Exercise description
Copy all lines below containing "green".

Saved entries
= Beginning of Section =

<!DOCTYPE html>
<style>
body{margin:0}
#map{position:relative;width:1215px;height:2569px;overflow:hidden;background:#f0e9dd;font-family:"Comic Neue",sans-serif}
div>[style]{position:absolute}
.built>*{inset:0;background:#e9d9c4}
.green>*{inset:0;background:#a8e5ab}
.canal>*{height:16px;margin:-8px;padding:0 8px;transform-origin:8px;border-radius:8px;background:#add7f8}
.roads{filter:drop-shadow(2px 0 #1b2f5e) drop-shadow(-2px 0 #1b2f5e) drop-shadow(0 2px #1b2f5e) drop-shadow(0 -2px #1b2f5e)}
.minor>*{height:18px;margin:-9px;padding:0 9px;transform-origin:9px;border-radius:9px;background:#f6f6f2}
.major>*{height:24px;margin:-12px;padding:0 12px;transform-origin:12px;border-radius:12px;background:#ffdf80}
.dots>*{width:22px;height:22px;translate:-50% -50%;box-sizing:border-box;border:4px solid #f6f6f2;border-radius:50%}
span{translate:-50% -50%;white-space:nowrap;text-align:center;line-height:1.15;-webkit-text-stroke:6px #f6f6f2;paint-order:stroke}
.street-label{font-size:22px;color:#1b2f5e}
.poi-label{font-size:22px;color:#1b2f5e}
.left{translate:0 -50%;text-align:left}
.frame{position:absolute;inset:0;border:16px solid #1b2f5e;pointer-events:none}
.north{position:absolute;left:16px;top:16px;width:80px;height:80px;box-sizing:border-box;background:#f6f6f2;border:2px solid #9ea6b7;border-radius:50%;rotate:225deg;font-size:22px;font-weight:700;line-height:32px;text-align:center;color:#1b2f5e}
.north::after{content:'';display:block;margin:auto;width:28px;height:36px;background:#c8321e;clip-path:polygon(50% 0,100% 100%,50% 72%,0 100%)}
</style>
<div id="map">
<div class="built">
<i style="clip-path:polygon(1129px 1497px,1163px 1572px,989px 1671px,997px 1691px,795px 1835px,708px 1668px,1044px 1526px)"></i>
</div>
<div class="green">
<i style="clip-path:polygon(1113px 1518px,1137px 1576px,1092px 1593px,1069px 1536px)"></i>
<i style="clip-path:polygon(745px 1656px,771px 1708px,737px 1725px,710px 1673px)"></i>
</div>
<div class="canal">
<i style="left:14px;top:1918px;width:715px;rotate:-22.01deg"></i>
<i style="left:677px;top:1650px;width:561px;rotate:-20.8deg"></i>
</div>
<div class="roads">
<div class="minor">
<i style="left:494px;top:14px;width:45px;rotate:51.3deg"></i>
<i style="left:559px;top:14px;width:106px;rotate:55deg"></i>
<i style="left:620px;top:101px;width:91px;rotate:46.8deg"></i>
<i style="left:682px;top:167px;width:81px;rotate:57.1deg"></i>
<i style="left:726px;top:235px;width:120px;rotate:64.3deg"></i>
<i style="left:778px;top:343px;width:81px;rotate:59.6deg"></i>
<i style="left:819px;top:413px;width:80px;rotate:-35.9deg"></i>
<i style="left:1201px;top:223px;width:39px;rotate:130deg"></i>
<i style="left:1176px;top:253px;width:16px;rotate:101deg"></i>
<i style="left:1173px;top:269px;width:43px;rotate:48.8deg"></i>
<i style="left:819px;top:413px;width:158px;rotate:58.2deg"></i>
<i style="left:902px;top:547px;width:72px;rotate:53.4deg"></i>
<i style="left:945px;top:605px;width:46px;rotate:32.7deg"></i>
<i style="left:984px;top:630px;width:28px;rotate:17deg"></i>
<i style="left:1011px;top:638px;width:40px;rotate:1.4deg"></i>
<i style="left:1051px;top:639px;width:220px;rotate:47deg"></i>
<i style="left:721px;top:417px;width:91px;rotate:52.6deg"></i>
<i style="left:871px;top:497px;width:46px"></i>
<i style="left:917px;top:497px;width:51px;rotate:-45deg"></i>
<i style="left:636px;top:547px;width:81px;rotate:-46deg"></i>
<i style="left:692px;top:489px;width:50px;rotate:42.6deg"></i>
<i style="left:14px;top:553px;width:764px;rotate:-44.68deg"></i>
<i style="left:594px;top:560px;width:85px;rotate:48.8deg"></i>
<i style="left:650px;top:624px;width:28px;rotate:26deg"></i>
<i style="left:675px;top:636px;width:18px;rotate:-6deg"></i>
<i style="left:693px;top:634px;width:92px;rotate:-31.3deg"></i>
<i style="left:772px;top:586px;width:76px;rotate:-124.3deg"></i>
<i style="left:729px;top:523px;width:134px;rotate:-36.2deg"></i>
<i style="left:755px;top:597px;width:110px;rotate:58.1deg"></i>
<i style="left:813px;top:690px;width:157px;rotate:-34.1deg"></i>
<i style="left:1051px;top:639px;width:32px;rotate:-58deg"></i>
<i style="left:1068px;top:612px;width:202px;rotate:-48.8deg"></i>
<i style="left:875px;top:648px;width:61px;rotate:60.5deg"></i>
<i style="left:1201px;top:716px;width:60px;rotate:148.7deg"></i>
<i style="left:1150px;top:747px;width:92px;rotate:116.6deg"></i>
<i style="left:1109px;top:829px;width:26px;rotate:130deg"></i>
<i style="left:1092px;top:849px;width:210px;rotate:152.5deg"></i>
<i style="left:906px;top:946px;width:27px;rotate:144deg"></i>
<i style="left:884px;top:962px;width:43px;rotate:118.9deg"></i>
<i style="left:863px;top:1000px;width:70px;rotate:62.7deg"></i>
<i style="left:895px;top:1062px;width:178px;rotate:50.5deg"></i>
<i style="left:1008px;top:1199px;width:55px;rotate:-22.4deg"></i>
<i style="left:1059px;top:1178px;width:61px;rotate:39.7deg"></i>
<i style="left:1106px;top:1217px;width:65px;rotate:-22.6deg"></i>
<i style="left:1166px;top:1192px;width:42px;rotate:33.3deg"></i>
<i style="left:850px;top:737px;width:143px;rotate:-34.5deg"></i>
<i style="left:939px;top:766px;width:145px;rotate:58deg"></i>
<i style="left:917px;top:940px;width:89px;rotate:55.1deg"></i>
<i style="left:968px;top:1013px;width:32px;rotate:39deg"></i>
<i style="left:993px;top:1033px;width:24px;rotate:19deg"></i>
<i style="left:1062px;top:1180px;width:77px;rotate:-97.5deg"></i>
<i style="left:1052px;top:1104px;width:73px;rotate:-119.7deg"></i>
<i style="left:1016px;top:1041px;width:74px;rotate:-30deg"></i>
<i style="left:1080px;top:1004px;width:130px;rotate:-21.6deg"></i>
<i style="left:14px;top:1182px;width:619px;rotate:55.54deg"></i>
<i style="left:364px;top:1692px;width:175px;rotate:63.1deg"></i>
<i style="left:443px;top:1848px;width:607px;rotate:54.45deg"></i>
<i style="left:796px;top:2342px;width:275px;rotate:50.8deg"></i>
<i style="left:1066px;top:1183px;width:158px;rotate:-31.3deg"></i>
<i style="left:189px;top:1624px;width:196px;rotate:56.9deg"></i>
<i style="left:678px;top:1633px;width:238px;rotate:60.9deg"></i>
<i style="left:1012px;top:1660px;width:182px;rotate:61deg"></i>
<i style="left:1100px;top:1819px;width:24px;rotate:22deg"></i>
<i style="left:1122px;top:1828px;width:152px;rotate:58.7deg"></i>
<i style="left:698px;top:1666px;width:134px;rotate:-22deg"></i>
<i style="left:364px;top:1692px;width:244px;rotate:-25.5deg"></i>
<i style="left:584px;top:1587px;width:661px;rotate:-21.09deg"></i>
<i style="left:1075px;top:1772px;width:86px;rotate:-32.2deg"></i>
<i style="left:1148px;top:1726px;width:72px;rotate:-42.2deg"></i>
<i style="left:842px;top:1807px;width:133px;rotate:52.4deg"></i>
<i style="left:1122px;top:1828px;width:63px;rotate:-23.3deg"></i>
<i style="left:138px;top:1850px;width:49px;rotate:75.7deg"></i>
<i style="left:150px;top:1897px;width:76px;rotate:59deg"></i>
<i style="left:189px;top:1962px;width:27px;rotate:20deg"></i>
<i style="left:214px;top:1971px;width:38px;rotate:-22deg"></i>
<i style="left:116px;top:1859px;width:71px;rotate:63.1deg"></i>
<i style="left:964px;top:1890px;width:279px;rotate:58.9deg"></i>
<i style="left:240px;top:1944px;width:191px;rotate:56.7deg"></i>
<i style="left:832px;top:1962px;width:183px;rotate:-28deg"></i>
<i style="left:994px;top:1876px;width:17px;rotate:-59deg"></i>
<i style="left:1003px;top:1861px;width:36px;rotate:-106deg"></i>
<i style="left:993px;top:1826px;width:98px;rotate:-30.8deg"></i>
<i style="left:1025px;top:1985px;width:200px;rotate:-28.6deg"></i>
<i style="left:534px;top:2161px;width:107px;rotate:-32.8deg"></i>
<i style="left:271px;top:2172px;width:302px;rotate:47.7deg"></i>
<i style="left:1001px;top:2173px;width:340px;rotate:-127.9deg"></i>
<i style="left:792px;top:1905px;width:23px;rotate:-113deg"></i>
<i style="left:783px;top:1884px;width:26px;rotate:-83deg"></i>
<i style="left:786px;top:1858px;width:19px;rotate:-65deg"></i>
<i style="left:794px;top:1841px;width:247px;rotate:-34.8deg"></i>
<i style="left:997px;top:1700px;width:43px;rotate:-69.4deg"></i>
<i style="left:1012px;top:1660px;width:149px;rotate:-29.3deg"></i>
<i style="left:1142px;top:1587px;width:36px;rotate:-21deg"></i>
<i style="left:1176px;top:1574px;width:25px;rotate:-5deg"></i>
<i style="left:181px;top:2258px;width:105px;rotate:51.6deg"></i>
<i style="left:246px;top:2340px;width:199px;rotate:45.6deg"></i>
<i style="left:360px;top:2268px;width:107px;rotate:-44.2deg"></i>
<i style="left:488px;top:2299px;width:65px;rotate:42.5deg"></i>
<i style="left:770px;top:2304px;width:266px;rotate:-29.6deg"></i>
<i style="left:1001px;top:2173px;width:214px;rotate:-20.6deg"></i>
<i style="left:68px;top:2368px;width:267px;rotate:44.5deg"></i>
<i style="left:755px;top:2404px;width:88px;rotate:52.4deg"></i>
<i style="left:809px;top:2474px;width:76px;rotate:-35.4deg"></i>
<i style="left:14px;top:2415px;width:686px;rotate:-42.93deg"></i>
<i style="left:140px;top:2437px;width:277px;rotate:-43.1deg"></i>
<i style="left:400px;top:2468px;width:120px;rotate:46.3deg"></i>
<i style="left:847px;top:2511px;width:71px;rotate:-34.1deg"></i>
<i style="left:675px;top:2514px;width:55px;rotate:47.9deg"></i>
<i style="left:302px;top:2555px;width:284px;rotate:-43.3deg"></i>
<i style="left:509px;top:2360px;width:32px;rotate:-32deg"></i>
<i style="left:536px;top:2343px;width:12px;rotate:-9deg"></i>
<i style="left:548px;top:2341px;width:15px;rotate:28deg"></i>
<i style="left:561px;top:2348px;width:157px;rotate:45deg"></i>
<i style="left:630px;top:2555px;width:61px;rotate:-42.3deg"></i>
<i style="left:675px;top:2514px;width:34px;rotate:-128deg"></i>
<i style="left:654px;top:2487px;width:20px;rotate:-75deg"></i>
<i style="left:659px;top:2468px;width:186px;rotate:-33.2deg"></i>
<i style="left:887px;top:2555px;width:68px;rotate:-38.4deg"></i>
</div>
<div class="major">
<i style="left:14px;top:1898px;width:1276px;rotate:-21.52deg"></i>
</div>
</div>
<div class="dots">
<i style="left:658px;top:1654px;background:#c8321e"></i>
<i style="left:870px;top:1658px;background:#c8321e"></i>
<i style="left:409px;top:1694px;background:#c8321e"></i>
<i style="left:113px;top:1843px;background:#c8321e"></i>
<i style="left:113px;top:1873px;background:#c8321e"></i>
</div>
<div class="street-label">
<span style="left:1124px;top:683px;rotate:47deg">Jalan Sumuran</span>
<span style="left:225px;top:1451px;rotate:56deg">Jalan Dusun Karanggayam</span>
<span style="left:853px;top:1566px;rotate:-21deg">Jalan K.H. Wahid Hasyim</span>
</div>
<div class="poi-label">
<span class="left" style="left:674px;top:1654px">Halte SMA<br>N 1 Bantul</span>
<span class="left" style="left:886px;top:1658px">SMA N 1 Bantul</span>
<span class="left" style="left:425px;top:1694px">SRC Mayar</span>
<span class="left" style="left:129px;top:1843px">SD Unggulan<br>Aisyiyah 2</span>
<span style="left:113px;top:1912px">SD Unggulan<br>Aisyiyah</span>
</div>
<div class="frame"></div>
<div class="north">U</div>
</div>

= End of Section =

Task response
.green>*{inset:0;background:#a8e5ab}
<div class="green">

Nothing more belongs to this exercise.